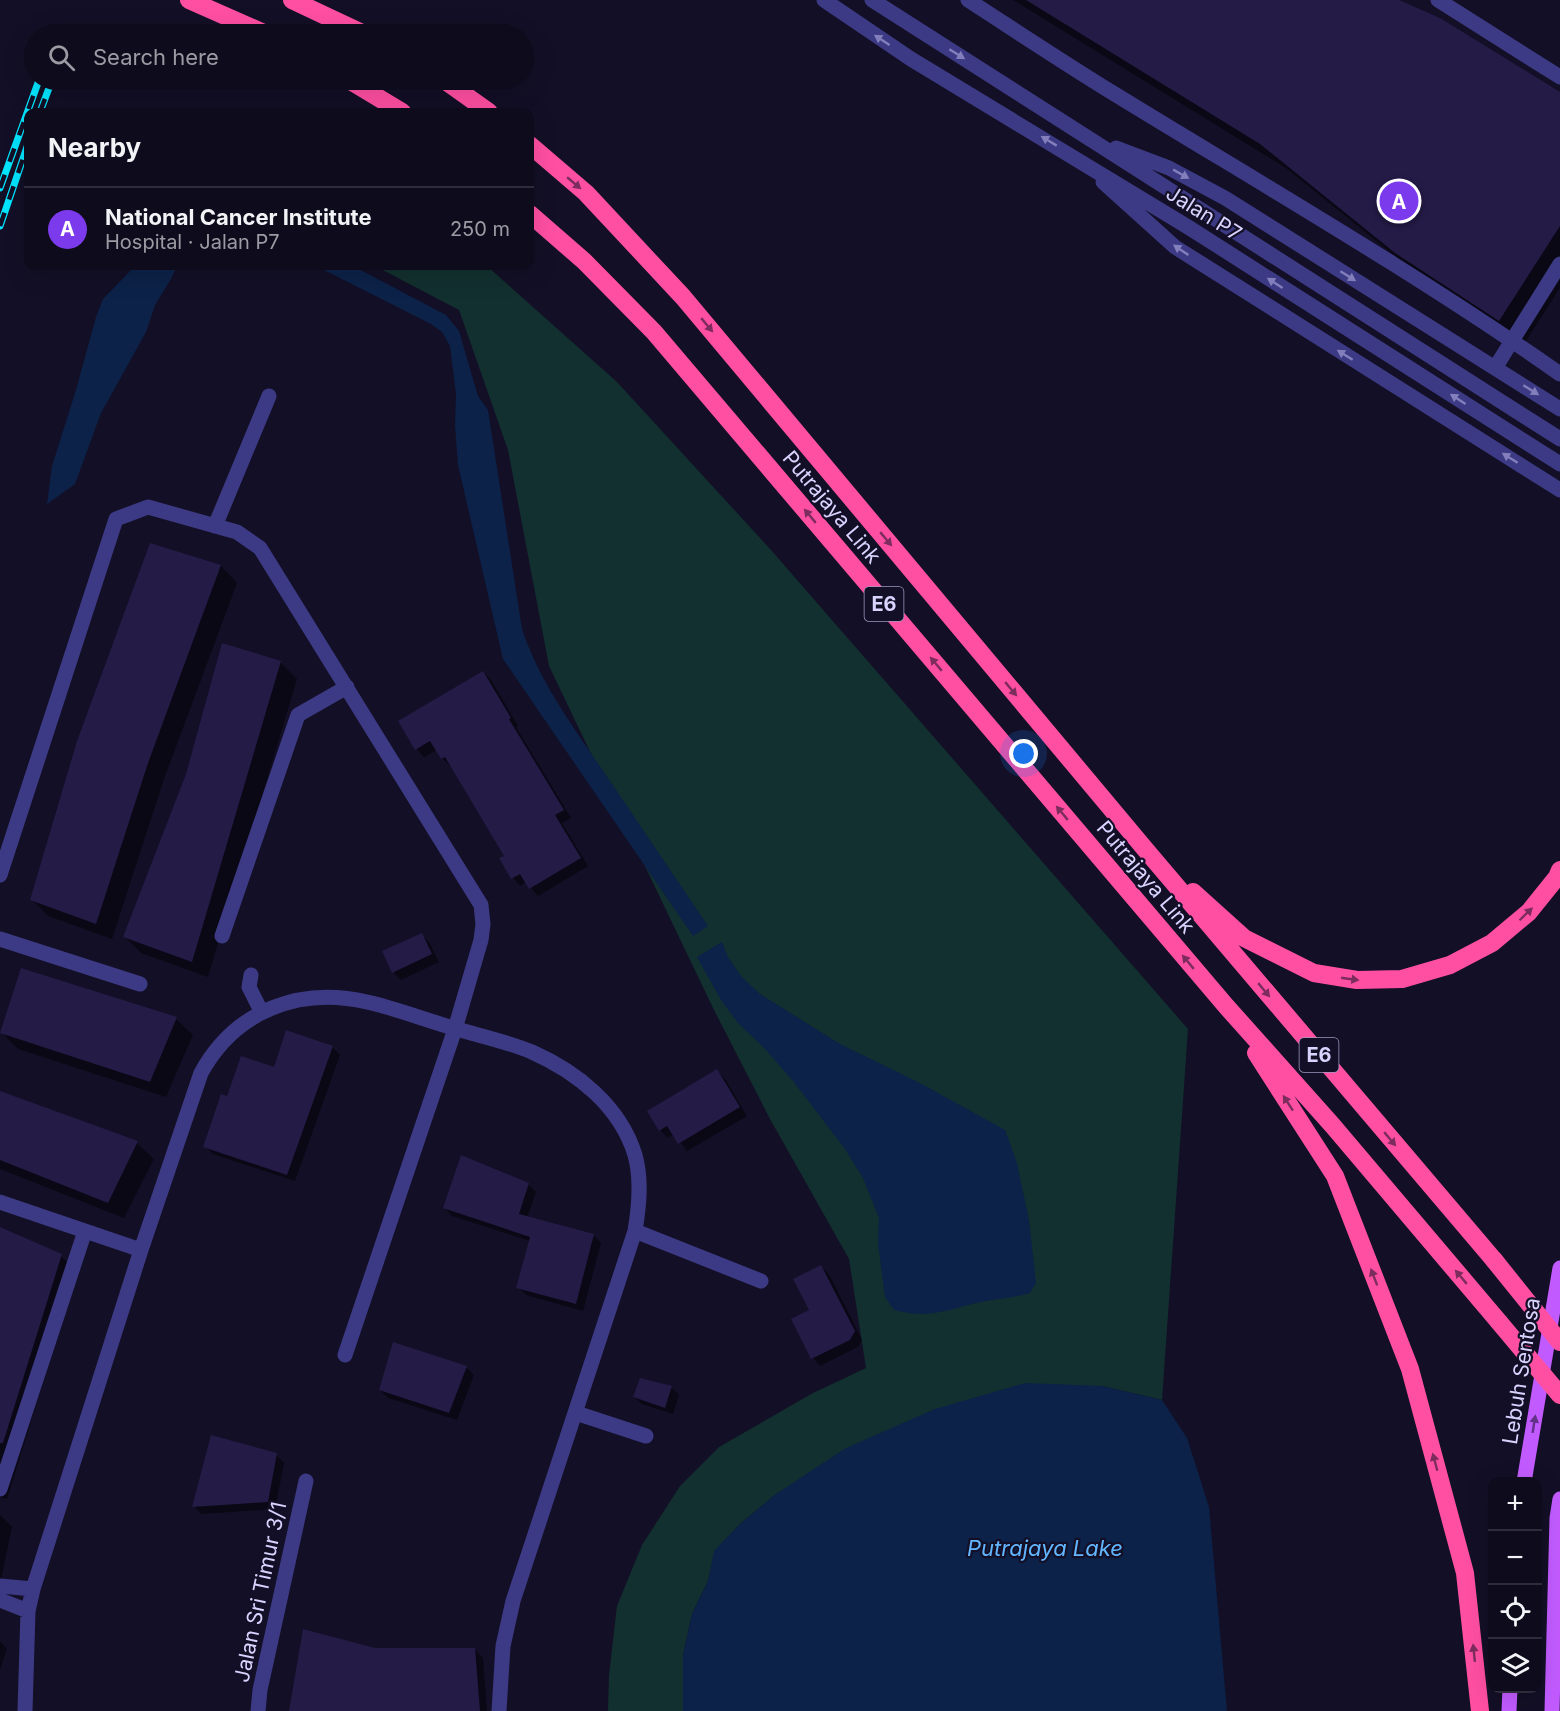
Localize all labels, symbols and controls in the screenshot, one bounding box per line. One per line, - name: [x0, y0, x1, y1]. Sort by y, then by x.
- search box: [24, 24, 534, 90]
- one-way arrow: [875, 34, 891, 46]
- icon: search: [45, 41, 78, 74]
- text: Search here: [93, 44, 219, 70]
- one-way arrow: [949, 48, 965, 59]
- text: Nearby: [48, 132, 141, 163]
- one-way arrow: [1041, 136, 1057, 147]
- one-way arrow: [1173, 169, 1190, 179]
- one-way arrow: [566, 176, 581, 189]
- pin: A: [1380, 178, 1418, 224]
- street label: Jalan P7: [1162, 180, 1246, 246]
- text: National Cancer Institute: [105, 204, 372, 230]
- text: A: [60, 217, 75, 241]
- text: 250 m: [450, 217, 510, 241]
- text: Hospital · Jalan P7: [105, 230, 279, 254]
- one-way arrow: [1172, 245, 1189, 256]
- one-way arrow: [1340, 270, 1356, 281]
- one-way arrow: [1267, 277, 1284, 288]
- one-way arrow: [700, 317, 713, 332]
- one-way arrow: [1337, 349, 1354, 360]
- one-way arrow: [1523, 385, 1539, 396]
- one-way arrow: [1449, 393, 1466, 404]
- street label: Putrajaya Link: [778, 446, 887, 569]
- one-way arrow: [1502, 453, 1519, 464]
- one-way arrow: [803, 508, 816, 524]
- one-way arrow: [879, 531, 892, 546]
- road number: E6: [864, 587, 904, 621]
- one-way arrow: [930, 657, 943, 672]
- one-way arrow: [1004, 681, 1017, 697]
- your location: [1009, 739, 1038, 768]
- one-way arrow: [1056, 806, 1069, 821]
- street label: Putrajaya Link: [1092, 816, 1201, 939]
- one-way arrow: [1518, 907, 1532, 921]
- one-way arrow: [1182, 955, 1195, 970]
- one-way arrow: [1340, 974, 1359, 983]
- one-way arrow: [1257, 982, 1270, 997]
- road number: E6: [1300, 1038, 1338, 1072]
- one-way arrow: [1283, 1095, 1294, 1111]
- one-way arrow: [1383, 1131, 1396, 1146]
- one-way arrow: [1369, 1268, 1378, 1286]
- one-way arrow: [1455, 1270, 1468, 1285]
- street label: Lebuh Sentosa: [1497, 1296, 1545, 1446]
- one-way arrow: [1530, 1414, 1539, 1433]
- one-way arrow: [1430, 1453, 1439, 1471]
- map controls: [1488, 1477, 1542, 1693]
- button: +: [1488, 1477, 1542, 1531]
- street label: Jalan Sri Timur 3/1: [229, 1499, 291, 1685]
- button: −: [1488, 1531, 1542, 1585]
- water label: Putrajaya Lake: [967, 1535, 1123, 1561]
- button: locate: [1488, 1585, 1542, 1639]
- button: layers: [1488, 1639, 1542, 1693]
- one-way arrow: [1469, 1643, 1478, 1662]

━━━━━━━━━━

A faithful copy of the records above, without images, is what to give back.

Localize all labels, symbols and controls in the screenshot, one bounding box per line. One per line, - name: [x0, y0, x1, y1]. Sort by y, then by x.
- search box: [24, 24, 534, 90]
- one-way arrow: [875, 34, 891, 46]
- icon: search: [45, 41, 78, 74]
- text: Search here: [93, 44, 219, 70]
- one-way arrow: [949, 48, 965, 59]
- text: Nearby: [48, 132, 141, 163]
- one-way arrow: [1041, 136, 1057, 147]
- one-way arrow: [1173, 169, 1190, 179]
- one-way arrow: [566, 176, 581, 189]
- pin: A: [1380, 178, 1418, 224]
- street label: Jalan P7: [1162, 180, 1246, 246]
- text: National Cancer Institute: [105, 204, 372, 230]
- text: A: [60, 217, 75, 241]
- text: 250 m: [450, 217, 510, 241]
- text: Hospital · Jalan P7: [105, 230, 279, 254]
- one-way arrow: [1172, 245, 1189, 256]
- one-way arrow: [1340, 270, 1356, 281]
- one-way arrow: [1267, 277, 1284, 288]
- one-way arrow: [700, 317, 713, 332]
- one-way arrow: [1337, 349, 1354, 360]
- one-way arrow: [1523, 385, 1539, 396]
- one-way arrow: [1449, 393, 1466, 404]
- street label: Putrajaya Link: [778, 446, 887, 569]
- one-way arrow: [1502, 453, 1519, 464]
- one-way arrow: [803, 508, 816, 524]
- one-way arrow: [879, 531, 892, 546]
- road number: E6: [864, 587, 904, 621]
- one-way arrow: [930, 657, 943, 672]
- one-way arrow: [1004, 681, 1017, 697]
- your location: [1009, 739, 1038, 768]
- one-way arrow: [1056, 806, 1069, 821]
- street label: Putrajaya Link: [1092, 816, 1201, 939]
- one-way arrow: [1518, 907, 1532, 921]
- one-way arrow: [1182, 955, 1195, 970]
- one-way arrow: [1340, 974, 1359, 983]
- one-way arrow: [1257, 982, 1270, 997]
- road number: E6: [1300, 1038, 1338, 1072]
- one-way arrow: [1283, 1095, 1294, 1111]
- one-way arrow: [1383, 1131, 1396, 1146]
- one-way arrow: [1369, 1268, 1378, 1286]
- one-way arrow: [1455, 1270, 1468, 1285]
- street label: Lebuh Sentosa: [1497, 1296, 1545, 1446]
- one-way arrow: [1530, 1414, 1539, 1433]
- one-way arrow: [1430, 1453, 1439, 1471]
- map controls: [1488, 1477, 1542, 1693]
- button: +: [1488, 1477, 1542, 1531]
- street label: Jalan Sri Timur 3/1: [229, 1499, 291, 1685]
- button: −: [1488, 1531, 1542, 1585]
- water label: Putrajaya Lake: [967, 1535, 1123, 1561]
- button: locate: [1488, 1585, 1542, 1639]
- button: layers: [1488, 1639, 1542, 1693]
- one-way arrow: [1469, 1643, 1478, 1662]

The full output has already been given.